Pianist Kathleen Supové returns to New Music New College at 8 p.m. Jan. 14 with a program called “Next Door” in the Mildred Sainer Pavilion. The program “contemplates the ambiguity and richness of the term ‘next door,’” and at least one world premiere piece is expected here.

The Koski Plaza will be home to the March 4 performance, It’s Alive! A Monstrous Circle on Frankenstein placing musicians in the plaza and on the balconies of the ACE Academic Center. It’s a mash-up of composer John Cage and author Mary Shelley that takes the 1818 text of Shelley’s classic novel as the basis for Cage’s performance process.

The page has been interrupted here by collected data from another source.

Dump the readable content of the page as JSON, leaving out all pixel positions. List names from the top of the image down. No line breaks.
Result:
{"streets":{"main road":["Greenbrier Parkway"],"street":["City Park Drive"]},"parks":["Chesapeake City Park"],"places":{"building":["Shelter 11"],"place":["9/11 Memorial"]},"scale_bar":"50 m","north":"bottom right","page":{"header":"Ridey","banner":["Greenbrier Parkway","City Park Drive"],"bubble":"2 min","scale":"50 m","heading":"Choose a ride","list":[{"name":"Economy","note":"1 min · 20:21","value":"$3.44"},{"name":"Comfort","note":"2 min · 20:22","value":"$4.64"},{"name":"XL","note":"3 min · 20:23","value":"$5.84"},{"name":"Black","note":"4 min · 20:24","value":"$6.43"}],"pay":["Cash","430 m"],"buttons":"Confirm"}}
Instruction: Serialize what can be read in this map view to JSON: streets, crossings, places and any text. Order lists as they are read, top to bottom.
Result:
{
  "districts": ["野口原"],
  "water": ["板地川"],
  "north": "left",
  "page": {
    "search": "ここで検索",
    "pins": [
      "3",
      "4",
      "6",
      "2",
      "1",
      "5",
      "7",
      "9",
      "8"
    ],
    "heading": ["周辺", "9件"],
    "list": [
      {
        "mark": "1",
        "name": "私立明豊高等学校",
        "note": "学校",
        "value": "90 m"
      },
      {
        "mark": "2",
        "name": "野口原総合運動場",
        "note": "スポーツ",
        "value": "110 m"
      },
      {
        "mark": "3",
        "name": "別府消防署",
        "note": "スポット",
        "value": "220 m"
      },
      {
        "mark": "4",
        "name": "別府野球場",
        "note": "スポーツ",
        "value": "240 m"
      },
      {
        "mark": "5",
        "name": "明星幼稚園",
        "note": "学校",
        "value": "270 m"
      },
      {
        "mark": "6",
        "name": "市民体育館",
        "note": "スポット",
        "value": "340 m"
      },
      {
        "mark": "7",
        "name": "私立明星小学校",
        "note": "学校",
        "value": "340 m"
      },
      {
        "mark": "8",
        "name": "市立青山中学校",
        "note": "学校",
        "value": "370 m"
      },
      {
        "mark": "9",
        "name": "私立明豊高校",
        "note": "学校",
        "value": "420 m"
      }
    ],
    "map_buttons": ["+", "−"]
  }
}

Electronics wizard Pamela Z.

Lastly, composer, vocalist and electronics wizard Pamela Z returns to NMNC with a program of solo works for voice, real-time electronic processing, sampled sounds, interactive video and more, on April 29.

Each performance lasts about an hour, with a free reception after or free food during. Tickets are $15 to the general public (with a season subscription $60) and free for New College students, faculty and staff, as well as students, faculty and staff at SCF, USF Sarasota-Manatee, Ringling College, FSU/Asolo Conservatory, Eckerd College and Booker High. Tickets for students at other schools are just $5.

Each concert is preceded by a free Artist Conversation the Thursday before. For complete details, head to newmusicnewcollege.org/events.